847.6. Environment And Cleanup Checks
Verification also needs to know which local environment it is proving. If the app relies on a file-backed .build database, the check should use the normal local database target unless an alternate target is intentional and explained.
Expected: app uses its normal .build database workflow
Risk: verification accidentally used a second disposable database
This example matters because a route can appear to work against the wrong local database while the real app state is still broken. When the database target changes, the verification report should say why.
If verification required starting a local dev server, stop it before claiming completion unless the user asked to keep it running. A passed check should not leave a hidden process bound to a port.
847.7. Failed Verification Is Useful
A failed verification pass is not wasted work. It tells the developer where the workflow stopped being proven, which is exactly the moment to pause before building more code on top of weak assumptions.
For example, if generated output is missing, downstream plugin behavior may not be meaningful yet. The right response is to fix the schema, config, or generation command first, then rerun the verification that failed.
847.8. Mistakes To Avoid
Verification mistakes usually come from letting weak evidence stand in for a strong claim. Match the check to the requirement, and say exactly what remains unproven.
847.8.1. Use A Narrow Check For A Broad Claim
Claim: plugin wiring is complete.
Weak check: plugins/catalog/plugin.ts exists.
Better check: package.json.plugins registers it and the expected hook runs.
This example shows why evidence must match the claim. A file on disk is only one part of plugin wiring, while registration and runtime reachability prove more of the phase.

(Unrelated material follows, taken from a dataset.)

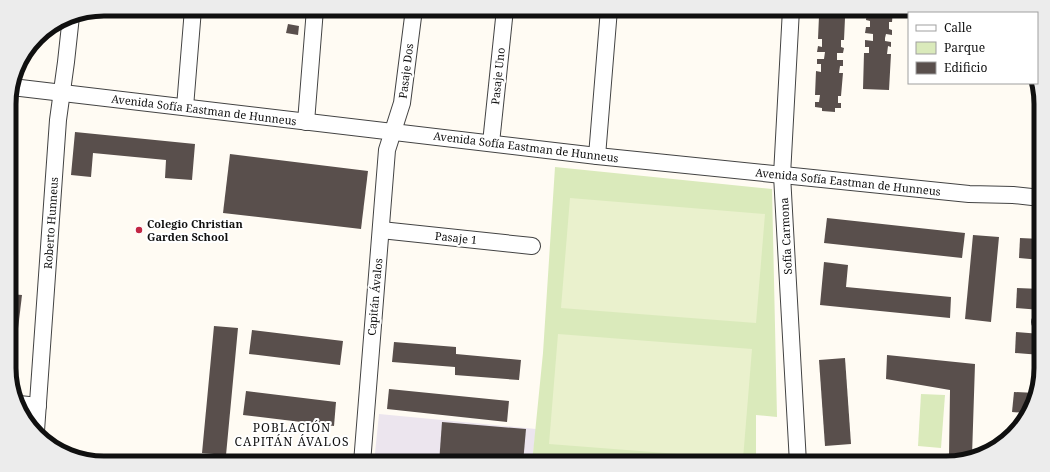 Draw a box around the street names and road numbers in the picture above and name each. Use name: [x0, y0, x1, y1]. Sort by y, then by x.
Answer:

847.8.2. Use Stale Evidence
Old evidence: generation passed before schema.idea changed.
Current need: rerun generation and inspect the new output.
This example prevents a common handoff error. A green command from before the latest source change cannot prove the current generated output is valid.
847.8.3. Hide Partial Verification
Passed: scaffold files exist.
Not checked: runtime route reachability.
If scaffold passed but runtime reachability was not checked, say exactly that so the next handoff does not treat the whole app as complete. Partial evidence is useful when it is labeled clearly, but it becomes misleading when it is reported as a full pass.
847.8.4. Skip TypeScript Evidence
Claim: handwritten page work is ready.
Missing proof: no compile pass covered the changed TSX file.
This example keeps verification honest. The right check does not need to be a full test suite every time, but it should prove the changed TypeScript can be compiled by the relevant project.
Learning checkpoint: Before finishing this sequence, make sure you can describe the evidence needed for scaffold, schema, generation, plugin wiring, runtime reachability, and TypeScript checks. You should also be able to write a failed verification report that gives the next developer a clear next action.
Next course: This is the final planned course in the current AI sequence. Use it as the closing verification habit before returning to reference material or revisiting earlier Stackpress workflows.